Si el socialismo fuese la esperanza bíblica que se nos predica, las praderas del Principado estarían a punto de manar leche y miel; Asturias sería ya la última parada antes de la Jerusalén Celeste, que es la estación de término. Pero descubrimos que es el zoco donde se despacha dinamita por quintales a terroristas a quienes nadie les pide el carné de manipulador de sustancias peligrosas. La camorra encuentra aquí en barra libre fármacos más estimulantes que la metadona. Si los aparatos de gobierno multiplican los panes y los peces, no mandan a los ochenta y pico mil parados que se vayan sentando para el ágape; se lo reparten entre cuatro amigos (a riesgo de tener que recuperarse del atracón en el balneario de Villabona). La obra pública está muerta y los sectores productivos a la deriva. El paro juvenil alcanza el 43%, aunque los más espabilados ingresen en las juventudes socialistas o en las mocedades comunistas (donde por ahora no hay numerus clausus). Pues ante ese panorama, Díaz Bardales, el que más se hace oír de entre los sacerdotes progresistas, no encuentra mejor discurso que el de recitarle a la izquierda el dolorido sentir de los amores no correspondidos. Pero en un registro mucho más cercano de Torna a Sorrento que de "Devuélveme el rosario de mi madre". En efecto, en cada una de las cuatro entregas se percibe como música de fondo, con la famosa multicopista por mandolina, el lancinante ritornello de «Non darmi questo tormento./Torna a Sorrento,/Fammi campare» (Ayúdame a vivir). –«Me duele cuando la izquierda ataca ahora a la Iglesia sin concretar», suspira el bueno de don José María, antes de «concretar» por su cuenta echando a los leones al pobre Rouco, pimpampúm de una progresía que, no contenta con controlar los presupuestos, la propaganda, la Policía y la judicatura, lleva mal la insumisión de la Conferencia Episcopal. Lo que no se le ocurre al bueno de Bardales es preguntarse si para un viaje a ninguna parte con tan dudosas compañías merecían la pena tantas alforjas.
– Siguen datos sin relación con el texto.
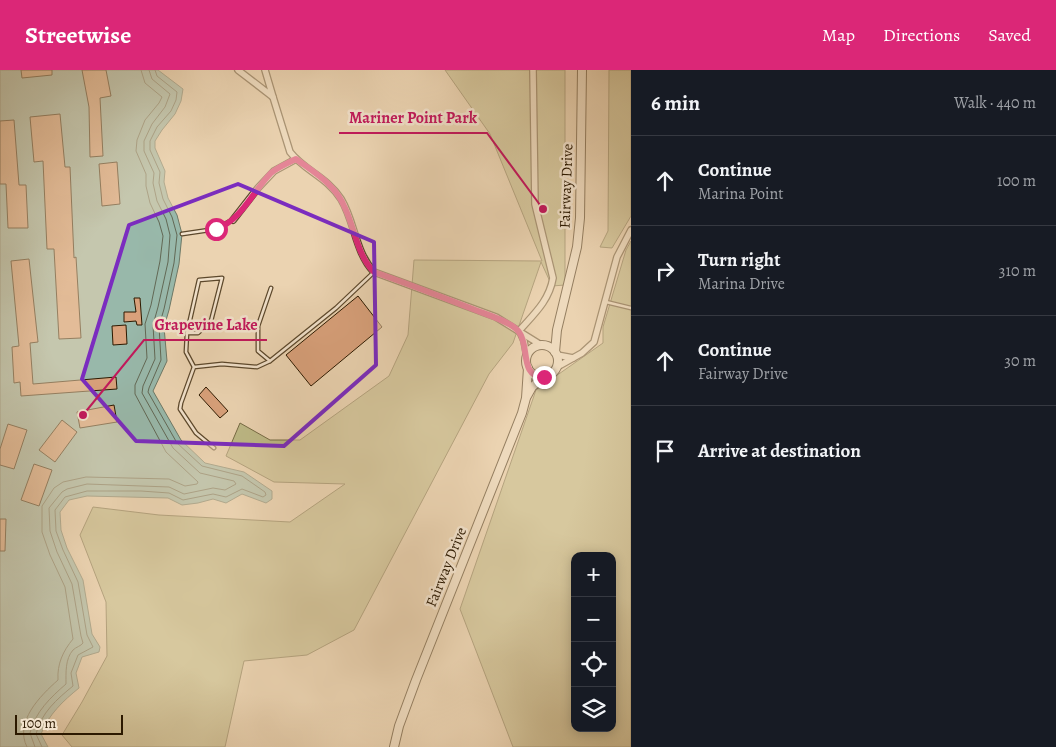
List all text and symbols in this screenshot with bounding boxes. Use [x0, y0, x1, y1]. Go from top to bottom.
text: Streetwise [25, 19, 131, 51]
text: Map [822, 23, 855, 47]
text: Directions [883, 23, 960, 47]
text: Saved [988, 23, 1031, 47]
text: 6 min [651, 89, 700, 117]
text: Walk · 440 m [954, 92, 1036, 114]
callout: Mariner Point Park [339, 102, 487, 133]
text: Mariner Point Park [349, 107, 478, 129]
street label: Fairway Drive [555, 143, 577, 229]
text: Continue [698, 157, 772, 183]
icon: ahead [651, 167, 679, 195]
text: 100 m [997, 170, 1036, 192]
text: Marina Point [698, 183, 784, 205]
route start [205, 218, 228, 241]
text: Turn right [698, 247, 780, 273]
icon: right [651, 257, 679, 285]
text: 310 m [999, 260, 1036, 282]
text: Marina Drive [698, 273, 785, 295]
callout: Grapevine Lake [144, 309, 267, 340]
text: Grapevine Lake [154, 314, 258, 336]
text: Continue [698, 337, 772, 363]
icon: ahead [651, 347, 679, 375]
text: 30 m [1004, 350, 1036, 372]
text: Fairway Drive [698, 363, 788, 385]
route end [533, 366, 556, 389]
icon: arrive [651, 437, 679, 465]
text: Arrive at destination [698, 438, 861, 464]
street label: Fairway Drive [421, 524, 471, 610]
map controls [571, 552, 616, 732]
button: + [571, 552, 616, 597]
button: − [571, 597, 616, 642]
button: locate [571, 642, 616, 687]
button: layers [571, 687, 616, 732]
scale bar [15, 712, 122, 735]
text: 100 m [22, 714, 56, 733]

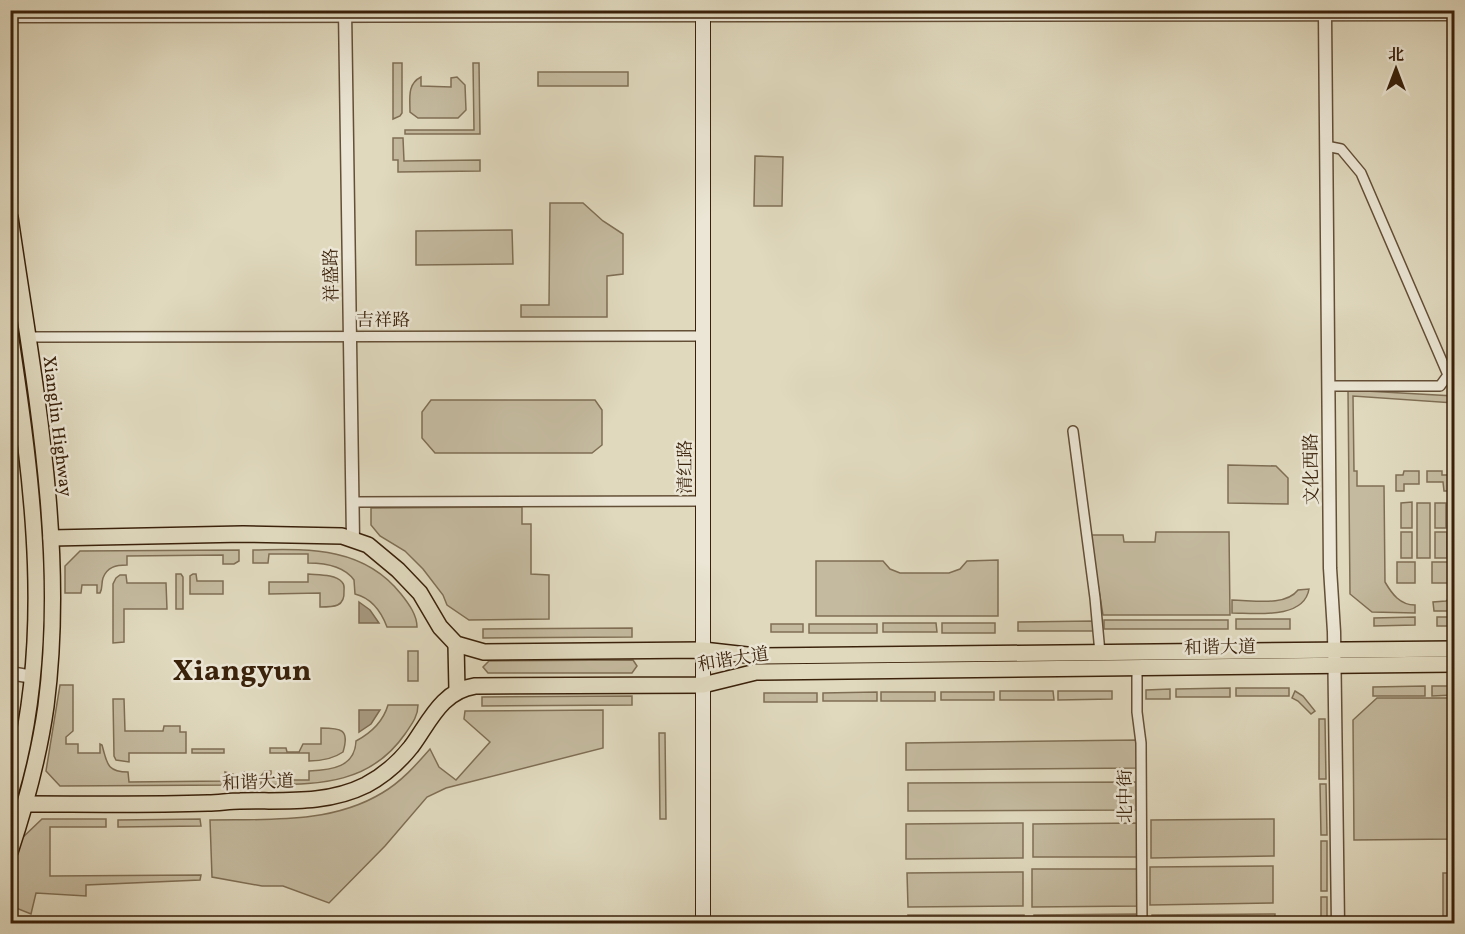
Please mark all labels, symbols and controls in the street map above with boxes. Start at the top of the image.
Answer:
north arrow [1366,39,1426,99]
text: 北 [1388,45,1404,67]
street label: 祥盛路 [320,248,345,302]
street label: 吉祥路 [356,309,410,334]
street label: Xianglin Highway [35,354,78,498]
street label: 文化西路 [1299,433,1326,505]
street label: 清红路 [674,440,699,494]
street label: 和谐大道 [1184,635,1256,662]
street label: 和谐大道 [696,643,771,678]
district label: Xiangyun [172,651,312,693]
street label: 北中街 [1114,769,1139,823]
street label: 和谐大道 [222,770,294,797]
Bardales habla con sencillez de las dificultades que atraviesa y es admirable el valor con que las afronta; me uno de corazón a los cientos de feligreses y de amigos que le desean un pronto y completo restablecimiento. Ni en la guerra se dispara contra las ambulancias; pero lo cortés no quita lo valiente y el debate que aquí se propone trasciende las diferencias personales de sensibilidad o de opinión. Ahí quedan estas reflexiones en estado bruto con la invitación y la esperanza de que voces más autorizadas las tomen a su cuenta para desarrollarlas o para rebatirlas. Operaciones, las dos, más productivas que la de lapidar al mensajero. Entre tanto y siempre, salud.